Philip Ball unpicks the history of science’s woollen wardrobe

It’s almost impossible to imagine doing chemistry today without pictures – without some concept, however schematic, of what molecules look like. But before John Dalton began to draw atoms as little balls gathered into molecular unions, chemists had to draw on different kinds of intuition.

The Scottish chemist Alexander Crum Brown deserves credit for the canonical picture of ball-and-stick molecules. His images of alkanes, alcohols and other simple organics from the 1860s are not so different from those that still feature in elementary textbooks. Much has been written about the pedagogical and cognitive role of models like these in framing chemical concepts. But rather less well known is Crum Brown’s three-dimensional model of the atomic structure of common salt that he built in 1883 – a prescient intuition of the cubic crystal structure that wasn’t verified until the Braggs did it with x-ray diffraction in 1914.

It wasn’t the first attempt to render molecular-scale chemistry in three dimensions. But no one else seems to have thought of doing that with balls of red and blue wool pierced by knitting needles.

Woolly ideas

Smart thinking, you might imagine, given that these are easy materials to acquire and assemble. But that wasn’t really the reason Crum Brown chose them. No, he already had the elements (so to speak) to hand – because he was an enthusiastic knitter.

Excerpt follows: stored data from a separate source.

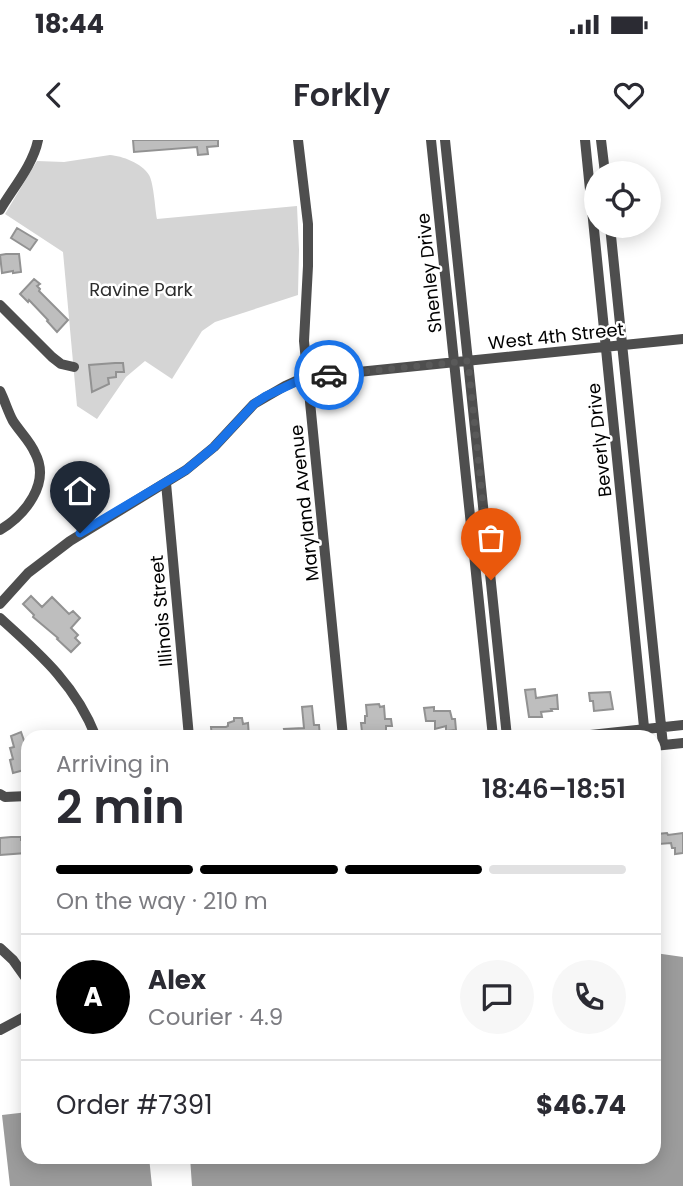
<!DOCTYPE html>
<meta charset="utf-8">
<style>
body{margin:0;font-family:Poppins,sans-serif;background:#f7f7f7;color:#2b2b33;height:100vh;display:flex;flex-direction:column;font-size:26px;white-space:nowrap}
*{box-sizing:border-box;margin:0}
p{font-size:23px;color:#7c7c81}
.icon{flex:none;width:38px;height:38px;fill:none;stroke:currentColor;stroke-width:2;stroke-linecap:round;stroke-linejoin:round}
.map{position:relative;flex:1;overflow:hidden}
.drawer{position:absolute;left:21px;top:590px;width:640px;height:434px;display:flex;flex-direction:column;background:#fff;border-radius:21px;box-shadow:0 4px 18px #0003}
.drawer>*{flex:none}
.controls{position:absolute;left:584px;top:21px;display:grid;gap:14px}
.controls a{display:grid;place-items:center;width:77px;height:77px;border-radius:50%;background:#fff;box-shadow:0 4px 18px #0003;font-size:35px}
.pin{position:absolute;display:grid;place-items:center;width:60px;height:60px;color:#fff;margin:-72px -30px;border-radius:50% 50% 50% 0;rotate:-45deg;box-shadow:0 0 7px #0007}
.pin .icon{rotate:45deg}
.courier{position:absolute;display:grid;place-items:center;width:70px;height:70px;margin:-35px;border:5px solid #1a73e8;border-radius:50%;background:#fff;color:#222;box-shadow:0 2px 9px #0007}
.overview em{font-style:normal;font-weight:600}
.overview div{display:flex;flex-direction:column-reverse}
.overview{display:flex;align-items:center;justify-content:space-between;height:119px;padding:0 35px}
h1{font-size:46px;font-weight:600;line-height:52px}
.bar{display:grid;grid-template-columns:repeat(4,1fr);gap:10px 7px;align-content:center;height:84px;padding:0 35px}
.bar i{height:9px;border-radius:5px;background:#e1e1e2}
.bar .active{background:#000}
.bar p{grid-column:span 4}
.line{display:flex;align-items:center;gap:18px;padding:0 35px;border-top:2px solid #e1e1e2}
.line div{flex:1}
.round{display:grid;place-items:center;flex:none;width:74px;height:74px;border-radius:37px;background:#f7f7f7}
.status{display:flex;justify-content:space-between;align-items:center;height:49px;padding:0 35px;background:#fff;direction:ltr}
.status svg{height:19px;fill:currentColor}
header{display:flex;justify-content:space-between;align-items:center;height:91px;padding:0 35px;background:#fff;font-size:32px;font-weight:600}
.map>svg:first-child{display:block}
</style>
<div class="status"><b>18:44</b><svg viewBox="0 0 49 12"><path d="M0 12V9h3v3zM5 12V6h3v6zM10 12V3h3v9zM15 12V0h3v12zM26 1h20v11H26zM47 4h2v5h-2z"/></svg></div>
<header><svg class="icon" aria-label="back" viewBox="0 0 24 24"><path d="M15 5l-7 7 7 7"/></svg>Forkly<svg class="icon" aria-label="heart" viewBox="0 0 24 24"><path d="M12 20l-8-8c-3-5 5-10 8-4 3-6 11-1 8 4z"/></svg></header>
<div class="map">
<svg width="683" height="1046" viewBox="0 0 683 1046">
<rect width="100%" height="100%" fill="#fff"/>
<path fill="#d5d5d5" d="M110 15C122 16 142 23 149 35 154 44 155 69 157 79L297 66 299 110 298 155 215 182 202 191 172 239 145 221 126 237 97 279 77 266 63 112 5 74 37 21 64 22Z"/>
<path fill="#9c9c9c" d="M655 813 683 817V1046H192L190 1017H654Z
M28 972V1017H149L152 1046H10L2 975Z"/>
<path fill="#bebebe" stroke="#929292" stroke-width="2" d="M133 0H218V6L207 7 208 14 198 15 197 7 134 12Z
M17 88 37 100 30 110 11 98Z
M6 114H19L21 132 13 133V131L2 133 0 115Z
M34 139 40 144 37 146 40 149 39 151 68 180 57 192 47 181 48 180 29 160 28 162 20 154Z
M115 223H123L124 232H116V237L108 238 109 244 92 252 89 225Z
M31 456 42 467 52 457 69 474 73 471 80 478 71 488 78 495 75 498 80 503 71 512 57 499 58 498 33 477 34 475 23 464Z
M535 549 536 558 557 555 558 569H551L552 571 541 572 542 577H529L525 550Z
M610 552 613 569 594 571 593 561H590L589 553Z
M379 564 380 567 384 566 385 579H391L392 586H386V593L366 594V592H362L361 583H365V576H367L366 565Z
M312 566 314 585H319L320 597H286L284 589 304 588 302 567Z
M434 567V571H450L452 579H455L456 590 446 591V586L435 589V581H426L424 568Z
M234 578H242L243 584 248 583 249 597H212L211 587H226L228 586V583L234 581Z
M21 592 28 612V629L13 633 10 620 13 619 10 608 14 607 11 596Z
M667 693 668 695 683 693V713L675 714V708H672L671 703 659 704 657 694Z
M11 697H21V700H26V713L0 715V698Z"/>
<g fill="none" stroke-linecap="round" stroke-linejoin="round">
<path stroke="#4e4e4e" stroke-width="10" d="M298 0 308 84V126L304 201 343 597
M431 0 493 597
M445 0 507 597
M585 0 645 597
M601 0 605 33
M0 70C13 48 33 25 38 0
M610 86 663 605
M0 165 52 217 61 224 74 227
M0 251C5 261 8 272 13 281 20 292 30 301 35 313 51 343 25 375 0 390
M166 343 189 597
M0 464 28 433 70 401 186 330 214 307 254 264 285 246 296 241 319 236 683 199
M0 478C40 514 76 545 96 597
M572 597 683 585
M654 606 683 603
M0 654 5 657 28 656
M0 808 13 820 28 841
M0 890 28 875"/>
</g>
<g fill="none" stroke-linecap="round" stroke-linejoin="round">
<path stroke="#595959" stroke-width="7" stroke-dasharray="0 12.6" d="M329 235 468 221 491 440"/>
<path stroke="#1a73e8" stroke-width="9" d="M80 393 186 330 214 307 254 264 266 256 296 242 329 235"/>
</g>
<g text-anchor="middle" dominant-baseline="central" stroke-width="5" stroke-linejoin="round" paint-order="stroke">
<g font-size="18" fill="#000" stroke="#fff">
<text transform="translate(429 133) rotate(-96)">Shenley Drive</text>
<text transform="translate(556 196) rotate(-6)">West 4th Street</text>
<text transform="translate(599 300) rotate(-96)">Beverly Drive</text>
<text transform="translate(304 363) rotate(-96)">Maryland Avenue</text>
<text transform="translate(161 471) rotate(-95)">Illinois Street</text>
</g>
<g font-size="18" fill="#2c2c2c" stroke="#fff">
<text x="141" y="149">Ravine Park</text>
</g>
</g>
</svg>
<div class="controls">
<a><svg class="icon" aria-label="locate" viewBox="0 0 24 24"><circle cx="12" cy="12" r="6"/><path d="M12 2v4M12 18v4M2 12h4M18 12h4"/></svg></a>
</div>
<div class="pin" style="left:491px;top:440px;background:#ea580c"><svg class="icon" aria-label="bag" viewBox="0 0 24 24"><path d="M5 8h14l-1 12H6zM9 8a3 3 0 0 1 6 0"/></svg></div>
<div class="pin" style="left:80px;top:393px;background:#1f2937"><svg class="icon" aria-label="home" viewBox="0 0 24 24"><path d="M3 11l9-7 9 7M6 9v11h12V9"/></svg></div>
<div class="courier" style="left:329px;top:235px"><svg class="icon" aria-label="car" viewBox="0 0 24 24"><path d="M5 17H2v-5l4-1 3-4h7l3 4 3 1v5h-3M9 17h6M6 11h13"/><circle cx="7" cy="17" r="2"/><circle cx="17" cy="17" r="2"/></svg></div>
<section class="drawer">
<div class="overview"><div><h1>2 min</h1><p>Arriving in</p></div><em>18:46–18:51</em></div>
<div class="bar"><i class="active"></i><i class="active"></i><i class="active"></i><i></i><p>On the way · 210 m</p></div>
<div class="line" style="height:126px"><b class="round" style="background:#000;color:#fff">A</b><div><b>Alex</b><p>Courier · 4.9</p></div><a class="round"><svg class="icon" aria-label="chat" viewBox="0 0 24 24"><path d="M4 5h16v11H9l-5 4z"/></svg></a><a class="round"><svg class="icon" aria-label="phone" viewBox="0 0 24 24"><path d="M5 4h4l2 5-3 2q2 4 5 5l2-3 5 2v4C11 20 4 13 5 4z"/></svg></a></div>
<div class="line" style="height:91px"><div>Order #7391</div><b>$46.74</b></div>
</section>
</div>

The image of this rather timid, genial white-bearded professor of chemistry clicking away with knitting needles in his office at Edinburgh is rather lovely, as well as pleasingly challenging to anyone apt to relegate knitting to gender-stereotyped domesticity. Some of Crum Brown’s creations sit in the Whipple Museum of the History of Science in Cambridge – they look like purses and leg-warmers rendered in tricolour harlequin patterns, but are actually models of topologically intricate mathematical surfaces: explorations of his lesser-known scientific interests that prefigure the complex intertwined networks and knots today.

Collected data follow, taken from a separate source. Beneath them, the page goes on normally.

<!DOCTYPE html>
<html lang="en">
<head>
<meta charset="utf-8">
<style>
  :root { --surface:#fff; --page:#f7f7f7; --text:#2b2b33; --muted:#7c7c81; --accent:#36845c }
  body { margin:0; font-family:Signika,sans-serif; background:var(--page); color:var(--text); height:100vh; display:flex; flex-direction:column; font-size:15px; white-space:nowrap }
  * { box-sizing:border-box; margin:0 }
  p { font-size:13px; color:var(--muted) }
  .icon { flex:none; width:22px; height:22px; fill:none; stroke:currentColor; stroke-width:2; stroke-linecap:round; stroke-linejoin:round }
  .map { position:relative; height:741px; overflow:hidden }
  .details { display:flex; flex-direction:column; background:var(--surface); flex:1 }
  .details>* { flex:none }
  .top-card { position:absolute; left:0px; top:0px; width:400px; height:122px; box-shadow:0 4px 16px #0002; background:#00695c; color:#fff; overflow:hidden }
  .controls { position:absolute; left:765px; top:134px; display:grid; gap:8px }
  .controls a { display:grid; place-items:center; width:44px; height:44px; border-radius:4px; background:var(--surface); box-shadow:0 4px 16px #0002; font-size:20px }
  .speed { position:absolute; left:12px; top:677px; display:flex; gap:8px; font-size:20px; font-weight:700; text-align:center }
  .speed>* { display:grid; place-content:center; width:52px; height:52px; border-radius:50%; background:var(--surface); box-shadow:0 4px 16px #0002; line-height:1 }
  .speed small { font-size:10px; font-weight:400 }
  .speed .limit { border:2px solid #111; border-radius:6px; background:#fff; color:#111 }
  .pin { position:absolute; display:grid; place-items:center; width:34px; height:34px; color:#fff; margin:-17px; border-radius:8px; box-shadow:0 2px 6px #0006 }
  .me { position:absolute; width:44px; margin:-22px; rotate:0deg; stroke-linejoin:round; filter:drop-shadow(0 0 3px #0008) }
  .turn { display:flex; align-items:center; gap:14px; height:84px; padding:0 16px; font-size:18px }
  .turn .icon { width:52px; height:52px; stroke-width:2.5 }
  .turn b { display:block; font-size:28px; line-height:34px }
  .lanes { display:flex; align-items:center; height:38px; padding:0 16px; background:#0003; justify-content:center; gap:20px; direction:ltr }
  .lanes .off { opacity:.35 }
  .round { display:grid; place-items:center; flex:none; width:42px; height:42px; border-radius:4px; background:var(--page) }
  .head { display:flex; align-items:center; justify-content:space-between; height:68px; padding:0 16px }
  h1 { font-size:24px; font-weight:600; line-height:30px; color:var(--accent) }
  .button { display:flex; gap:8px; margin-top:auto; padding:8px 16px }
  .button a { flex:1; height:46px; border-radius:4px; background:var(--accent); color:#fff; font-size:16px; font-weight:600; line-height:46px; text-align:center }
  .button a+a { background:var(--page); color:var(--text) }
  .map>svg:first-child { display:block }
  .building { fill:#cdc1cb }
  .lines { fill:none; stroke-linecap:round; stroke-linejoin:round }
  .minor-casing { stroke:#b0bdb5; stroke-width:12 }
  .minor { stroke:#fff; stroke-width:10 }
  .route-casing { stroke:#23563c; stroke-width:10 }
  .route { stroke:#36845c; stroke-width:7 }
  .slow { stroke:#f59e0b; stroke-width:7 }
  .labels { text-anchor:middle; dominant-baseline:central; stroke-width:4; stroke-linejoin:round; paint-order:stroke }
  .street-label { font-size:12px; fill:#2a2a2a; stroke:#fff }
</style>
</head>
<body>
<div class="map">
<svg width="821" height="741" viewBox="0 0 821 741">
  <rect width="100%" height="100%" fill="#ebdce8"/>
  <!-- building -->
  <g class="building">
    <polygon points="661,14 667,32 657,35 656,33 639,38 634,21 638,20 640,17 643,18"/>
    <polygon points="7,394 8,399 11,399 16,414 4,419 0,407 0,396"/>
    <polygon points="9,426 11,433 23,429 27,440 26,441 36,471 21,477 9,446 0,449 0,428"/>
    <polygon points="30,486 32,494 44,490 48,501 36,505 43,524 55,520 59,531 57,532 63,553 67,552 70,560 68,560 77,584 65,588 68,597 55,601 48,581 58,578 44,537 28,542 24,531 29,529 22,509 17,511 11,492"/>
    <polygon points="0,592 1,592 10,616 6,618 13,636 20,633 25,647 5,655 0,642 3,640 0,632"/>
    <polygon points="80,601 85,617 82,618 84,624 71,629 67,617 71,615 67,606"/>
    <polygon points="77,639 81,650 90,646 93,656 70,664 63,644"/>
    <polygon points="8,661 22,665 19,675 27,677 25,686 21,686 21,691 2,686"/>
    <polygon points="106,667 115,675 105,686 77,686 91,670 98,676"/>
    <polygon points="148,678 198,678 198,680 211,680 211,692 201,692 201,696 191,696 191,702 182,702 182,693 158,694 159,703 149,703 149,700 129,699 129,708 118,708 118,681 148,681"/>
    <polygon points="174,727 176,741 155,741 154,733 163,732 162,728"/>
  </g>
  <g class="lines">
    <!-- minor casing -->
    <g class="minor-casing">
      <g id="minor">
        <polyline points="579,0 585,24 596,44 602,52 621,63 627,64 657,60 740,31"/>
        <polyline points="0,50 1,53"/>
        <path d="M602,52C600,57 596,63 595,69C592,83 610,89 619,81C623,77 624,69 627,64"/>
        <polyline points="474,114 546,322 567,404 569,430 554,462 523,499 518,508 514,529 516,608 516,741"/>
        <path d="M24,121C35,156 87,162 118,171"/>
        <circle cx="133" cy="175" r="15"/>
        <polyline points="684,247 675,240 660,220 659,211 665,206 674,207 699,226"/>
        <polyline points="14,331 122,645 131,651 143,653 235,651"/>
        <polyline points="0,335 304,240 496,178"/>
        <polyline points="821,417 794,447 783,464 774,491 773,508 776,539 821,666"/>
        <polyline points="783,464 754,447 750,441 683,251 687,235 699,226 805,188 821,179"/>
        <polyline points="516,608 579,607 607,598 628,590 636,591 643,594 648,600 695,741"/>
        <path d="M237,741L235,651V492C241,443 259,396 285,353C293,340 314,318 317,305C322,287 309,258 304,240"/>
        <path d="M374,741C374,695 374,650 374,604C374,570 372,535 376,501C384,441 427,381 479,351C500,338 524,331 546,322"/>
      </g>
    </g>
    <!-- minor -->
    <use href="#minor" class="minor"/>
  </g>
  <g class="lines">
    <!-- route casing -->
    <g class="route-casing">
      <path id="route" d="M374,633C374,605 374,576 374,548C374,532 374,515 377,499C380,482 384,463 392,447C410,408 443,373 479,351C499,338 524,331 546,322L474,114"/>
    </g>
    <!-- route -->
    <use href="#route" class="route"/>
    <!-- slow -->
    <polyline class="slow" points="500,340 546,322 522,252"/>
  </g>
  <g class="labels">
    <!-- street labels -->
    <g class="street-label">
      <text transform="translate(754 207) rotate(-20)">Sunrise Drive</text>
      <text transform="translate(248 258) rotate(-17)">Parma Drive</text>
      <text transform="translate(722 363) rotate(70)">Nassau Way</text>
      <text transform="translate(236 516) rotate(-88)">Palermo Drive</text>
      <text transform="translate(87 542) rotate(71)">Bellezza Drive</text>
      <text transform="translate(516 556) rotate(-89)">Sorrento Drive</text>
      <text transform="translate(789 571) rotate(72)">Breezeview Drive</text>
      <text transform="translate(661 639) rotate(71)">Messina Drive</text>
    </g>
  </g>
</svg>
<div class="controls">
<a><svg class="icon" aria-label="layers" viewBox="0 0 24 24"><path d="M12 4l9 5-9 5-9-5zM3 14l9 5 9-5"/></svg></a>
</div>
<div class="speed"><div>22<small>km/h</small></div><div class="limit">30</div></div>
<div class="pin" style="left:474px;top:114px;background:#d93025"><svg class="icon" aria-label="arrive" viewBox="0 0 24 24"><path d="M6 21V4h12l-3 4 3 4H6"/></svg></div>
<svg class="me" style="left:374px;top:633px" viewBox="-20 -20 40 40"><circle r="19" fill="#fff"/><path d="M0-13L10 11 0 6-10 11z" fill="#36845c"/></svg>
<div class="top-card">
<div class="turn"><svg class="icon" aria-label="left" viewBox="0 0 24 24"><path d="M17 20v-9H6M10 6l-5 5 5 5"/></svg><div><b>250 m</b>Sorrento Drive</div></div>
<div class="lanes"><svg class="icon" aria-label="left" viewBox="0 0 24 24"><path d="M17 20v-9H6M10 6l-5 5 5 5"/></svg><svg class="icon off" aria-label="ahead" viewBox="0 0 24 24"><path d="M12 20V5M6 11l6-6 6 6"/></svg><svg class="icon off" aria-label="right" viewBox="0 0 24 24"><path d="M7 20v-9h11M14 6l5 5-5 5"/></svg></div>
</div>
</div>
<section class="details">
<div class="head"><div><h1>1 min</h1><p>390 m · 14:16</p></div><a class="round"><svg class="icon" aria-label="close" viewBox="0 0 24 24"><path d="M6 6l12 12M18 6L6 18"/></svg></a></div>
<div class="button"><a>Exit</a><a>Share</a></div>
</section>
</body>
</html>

Science historian David Dunning at Princeton University argues that these weren’t idle recreations, but a significant aid to his thinking.1 Crum Brown must have known about his brother-in-law Peter Guthrie Tait’s theory that atoms might be knotted tubes or vortices of ether, so his knitted topologies were perhaps not entirely disconnected from his modelling of atoms and molecules.

Knitting’s knack for complex topology has been pointed out by Cornell mathematician Daina Taimina, who has used crochet to make non-Euclidean hyperbolic surfaces.2 This in turn provided the impetus for the Crochet Coral Reef project launched at the Los Angeles-based Institute for Figuring by its co-founder Margaret Wertheim.3 Many corals have convoluted shapes that resemble hyperbolic planes, and Wertheim’s project has goals simultaneously ecological, aesthetic, mathematical and social, while addressing gender-based prejudices about issues of materiality, craft and making.

Knit parade

If you’re still inclined to see knitting and needlework through that stereotypical prism – all Women’s Institutes and tea cosies – you’d better wake up. Knitting is radical. Just look up guerilla knitting, or yarn bombing: textile-based graffiti of a sort that deserves to give street art a good name. Its potential to register gently subversive protest has inspired two artists in the West Country, under the name Particulart, to knit molecules implicated in air pollution and climate change: you can download the patterns and make your own cuddly molecules, should you wish. The blog collects together a diverse range of chemically related knitting patterns, from DNA toys to the ‘heterocyclic hat’ and periodic table sweater. You need never again struggle to find a Christmas present for the chemically inclined.

Having always been more of a needlework man myself, I’m pleased to see that quilting and applique get a look-in too. Veteran populariser of the periodic table Theodore Gray plans to sell quilts of the table made with an automated quilting machine. Meanwhile, the National Academy of Sciences in Washington, DC, is staging an exhibition until October called Radical Elements, which includes 40 quilts ‘each inspired by a different element from the periodic table’, some incorporating unusual fabrics such as aluminium foil and dining utensils. Artist Susie Freeman has a more challenging agenda with her fabrics and dresses made from encapsulated pharmaceutical pills, dramatically displaying the daily intake of drugs needed by sufferers of chronic metabolic diseases.

As new high-tech materials ranging from thermochromics to flexible LEDs and wearable electronics make their way onto the catwalk, the boundaries between chemical technologies, fashion and art are likely to become ever more blurred. Or you might say, chemistry seems set to become woven ever more intricately into the fabric of our daily lives.